The SSOT is a logical, often virtual and cloud-based repository that contains one authoritative copy of all crucial data, such as customer, supplier, and product details. It must have robust data provenance and governance controls to ensure that the data can be relied on in defensive and offensive activities, and it must use a common language—not one that is specific to a particular business unit or function. Thus, for example, revenue is reported, customers are defined, and products are classified in a single, unchanging, agreed-upon way within the SSOT.
Not having an SSOT can lead to chaos. One large industrial company we studied had more than a dozen data sources containing similar supplier information, such as name and address. But the content was slightly different in each source. For example, one source identified a supplier as Acme; another called it Acme, Inc.; and a third labeled it ACME Corp. Meanwhile, various functions within the company were relying on differing data sources; often the functions weren’t even aware that alternative sources existed. Human beings might be able to untangle such problems (though it would be labor-intensive), but traditional IT systems can’t, so the company couldn’t truly understand its relationship with the supplier. Fortunately, artificial intelligence tools that can sift through such data chaos to assemble an SSOT are becoming available. The industrial company ultimately tapped one and saved substantial IT costs by shutting down redundant systems. The SSOT allowed managers to identify suppliers that were selling to multiple business units within the company and to negotiate discounts. In the first year, having an SSOT yielded $75 million in benefits.

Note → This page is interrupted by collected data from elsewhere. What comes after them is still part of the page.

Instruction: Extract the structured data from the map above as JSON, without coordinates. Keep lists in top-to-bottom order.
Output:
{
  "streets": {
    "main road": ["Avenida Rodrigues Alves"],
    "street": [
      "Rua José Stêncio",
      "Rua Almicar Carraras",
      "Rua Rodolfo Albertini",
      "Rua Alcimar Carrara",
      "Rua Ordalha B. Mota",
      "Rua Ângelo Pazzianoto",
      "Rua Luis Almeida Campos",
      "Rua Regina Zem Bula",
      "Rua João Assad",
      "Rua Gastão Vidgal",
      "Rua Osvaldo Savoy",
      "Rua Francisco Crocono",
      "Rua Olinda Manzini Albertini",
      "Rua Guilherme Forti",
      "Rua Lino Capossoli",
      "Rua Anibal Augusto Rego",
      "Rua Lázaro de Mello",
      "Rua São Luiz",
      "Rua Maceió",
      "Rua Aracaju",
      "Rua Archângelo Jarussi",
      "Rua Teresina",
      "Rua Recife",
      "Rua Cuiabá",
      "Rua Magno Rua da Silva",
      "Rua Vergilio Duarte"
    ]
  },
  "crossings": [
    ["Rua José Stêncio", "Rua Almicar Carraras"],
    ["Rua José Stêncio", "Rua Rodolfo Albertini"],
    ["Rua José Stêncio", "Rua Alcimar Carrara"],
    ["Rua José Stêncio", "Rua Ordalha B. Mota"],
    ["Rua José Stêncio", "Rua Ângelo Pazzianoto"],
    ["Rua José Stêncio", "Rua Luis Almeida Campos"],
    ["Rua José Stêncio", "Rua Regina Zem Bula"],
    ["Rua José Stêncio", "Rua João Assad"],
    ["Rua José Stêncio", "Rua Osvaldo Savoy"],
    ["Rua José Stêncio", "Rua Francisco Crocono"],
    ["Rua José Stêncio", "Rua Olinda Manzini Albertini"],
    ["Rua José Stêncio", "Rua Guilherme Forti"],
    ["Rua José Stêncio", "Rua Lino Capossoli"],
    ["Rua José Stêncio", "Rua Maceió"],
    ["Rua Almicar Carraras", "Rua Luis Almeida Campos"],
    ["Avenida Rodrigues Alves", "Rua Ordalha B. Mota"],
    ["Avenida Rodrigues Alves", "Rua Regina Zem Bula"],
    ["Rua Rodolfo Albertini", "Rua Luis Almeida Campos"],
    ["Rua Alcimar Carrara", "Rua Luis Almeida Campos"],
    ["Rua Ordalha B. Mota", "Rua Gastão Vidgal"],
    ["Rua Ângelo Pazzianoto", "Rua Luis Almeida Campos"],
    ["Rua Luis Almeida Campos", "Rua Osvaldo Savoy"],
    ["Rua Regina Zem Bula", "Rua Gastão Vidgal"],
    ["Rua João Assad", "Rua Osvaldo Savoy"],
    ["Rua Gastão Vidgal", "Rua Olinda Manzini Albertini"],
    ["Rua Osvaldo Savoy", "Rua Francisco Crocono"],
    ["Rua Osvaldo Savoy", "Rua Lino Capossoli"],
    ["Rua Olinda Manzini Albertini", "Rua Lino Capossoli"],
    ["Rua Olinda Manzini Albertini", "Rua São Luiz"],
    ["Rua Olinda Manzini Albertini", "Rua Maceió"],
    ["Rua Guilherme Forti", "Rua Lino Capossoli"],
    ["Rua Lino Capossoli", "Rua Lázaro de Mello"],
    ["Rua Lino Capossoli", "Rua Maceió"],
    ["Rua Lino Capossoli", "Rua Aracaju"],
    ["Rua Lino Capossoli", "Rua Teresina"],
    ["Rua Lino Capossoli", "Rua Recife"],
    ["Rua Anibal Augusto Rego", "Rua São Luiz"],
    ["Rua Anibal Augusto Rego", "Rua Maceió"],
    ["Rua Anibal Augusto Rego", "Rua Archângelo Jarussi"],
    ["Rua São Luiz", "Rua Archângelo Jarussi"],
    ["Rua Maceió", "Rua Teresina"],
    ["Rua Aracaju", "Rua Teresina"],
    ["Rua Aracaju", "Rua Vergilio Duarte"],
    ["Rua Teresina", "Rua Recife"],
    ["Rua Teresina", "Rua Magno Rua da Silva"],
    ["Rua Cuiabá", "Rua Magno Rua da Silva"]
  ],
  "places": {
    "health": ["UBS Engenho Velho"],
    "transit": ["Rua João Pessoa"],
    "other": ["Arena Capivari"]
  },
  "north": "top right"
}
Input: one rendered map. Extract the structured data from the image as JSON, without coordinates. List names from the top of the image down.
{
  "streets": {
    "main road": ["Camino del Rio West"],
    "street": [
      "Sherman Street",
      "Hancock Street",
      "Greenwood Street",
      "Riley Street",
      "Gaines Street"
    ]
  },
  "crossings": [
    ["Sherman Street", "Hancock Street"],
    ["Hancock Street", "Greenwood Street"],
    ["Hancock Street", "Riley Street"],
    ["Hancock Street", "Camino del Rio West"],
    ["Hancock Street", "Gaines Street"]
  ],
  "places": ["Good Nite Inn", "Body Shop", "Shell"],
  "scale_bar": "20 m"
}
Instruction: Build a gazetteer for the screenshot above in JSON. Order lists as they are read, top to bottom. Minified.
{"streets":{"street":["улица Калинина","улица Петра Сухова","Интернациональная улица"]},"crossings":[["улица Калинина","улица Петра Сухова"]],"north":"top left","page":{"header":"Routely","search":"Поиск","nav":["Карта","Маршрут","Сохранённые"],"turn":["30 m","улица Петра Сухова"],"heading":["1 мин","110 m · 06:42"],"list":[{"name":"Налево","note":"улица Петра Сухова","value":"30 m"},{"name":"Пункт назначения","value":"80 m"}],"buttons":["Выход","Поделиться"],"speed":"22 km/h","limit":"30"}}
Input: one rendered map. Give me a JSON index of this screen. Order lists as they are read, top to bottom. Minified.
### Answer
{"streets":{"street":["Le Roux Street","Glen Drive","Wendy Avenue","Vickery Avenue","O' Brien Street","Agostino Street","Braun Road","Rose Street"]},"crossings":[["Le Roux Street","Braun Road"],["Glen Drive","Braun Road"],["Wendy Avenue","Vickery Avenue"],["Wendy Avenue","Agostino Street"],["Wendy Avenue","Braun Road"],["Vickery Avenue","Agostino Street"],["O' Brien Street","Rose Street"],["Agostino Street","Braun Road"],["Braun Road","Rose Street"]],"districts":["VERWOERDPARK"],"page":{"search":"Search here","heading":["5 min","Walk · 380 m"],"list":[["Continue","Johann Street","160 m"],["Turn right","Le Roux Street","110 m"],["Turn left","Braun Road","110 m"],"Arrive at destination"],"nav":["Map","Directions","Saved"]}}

A New Data Architecture Can Pay for Itself
When companies lack a robust SSOT-MVOTs data architecture, teams across the organization may create and store the data they need in siloed repositories that vary in depth, breadth, and formatting. Their data management is often done in isolation with inconsistent requirements. The process is inefficient and expensive and can result in the proliferation of multiple uncontrolled versions of the truth that aren’t effectively reused. Because SSOTs and MVOTs concentrate, standardize, and streamline data-sourcing activities, they can dramatically cut operational costs.
One large financial services company doing business in more than 200 countries consolidated nearly 130 authoritative data sources, with trillions of records, into an SSOT. This allowed the company to rationalize its key data systems; eliminate much supporting IT infrastructure, such as databases and servers; and cut operating expenses by automating previously manual data consolidation. The automation alone yielded a 190% return on investment with a two-year payback time. Many companies will find that they can fund their entire data management programs, including staff salaries and technology costs, from the savings realized by consolidating data sources and decommissioning legacy systems.
The CDO and the data-management function should be fully responsible for building and operating the SSOT structure and using the savings it generates to fund the company’s data program. Most important is to ensure at the outset that the SSOT addresses broad, high-priority business needs, such as applications that benefit customers or generate revenue, so that the project quickly yields results and savings—which encourages organization-wide buy-in.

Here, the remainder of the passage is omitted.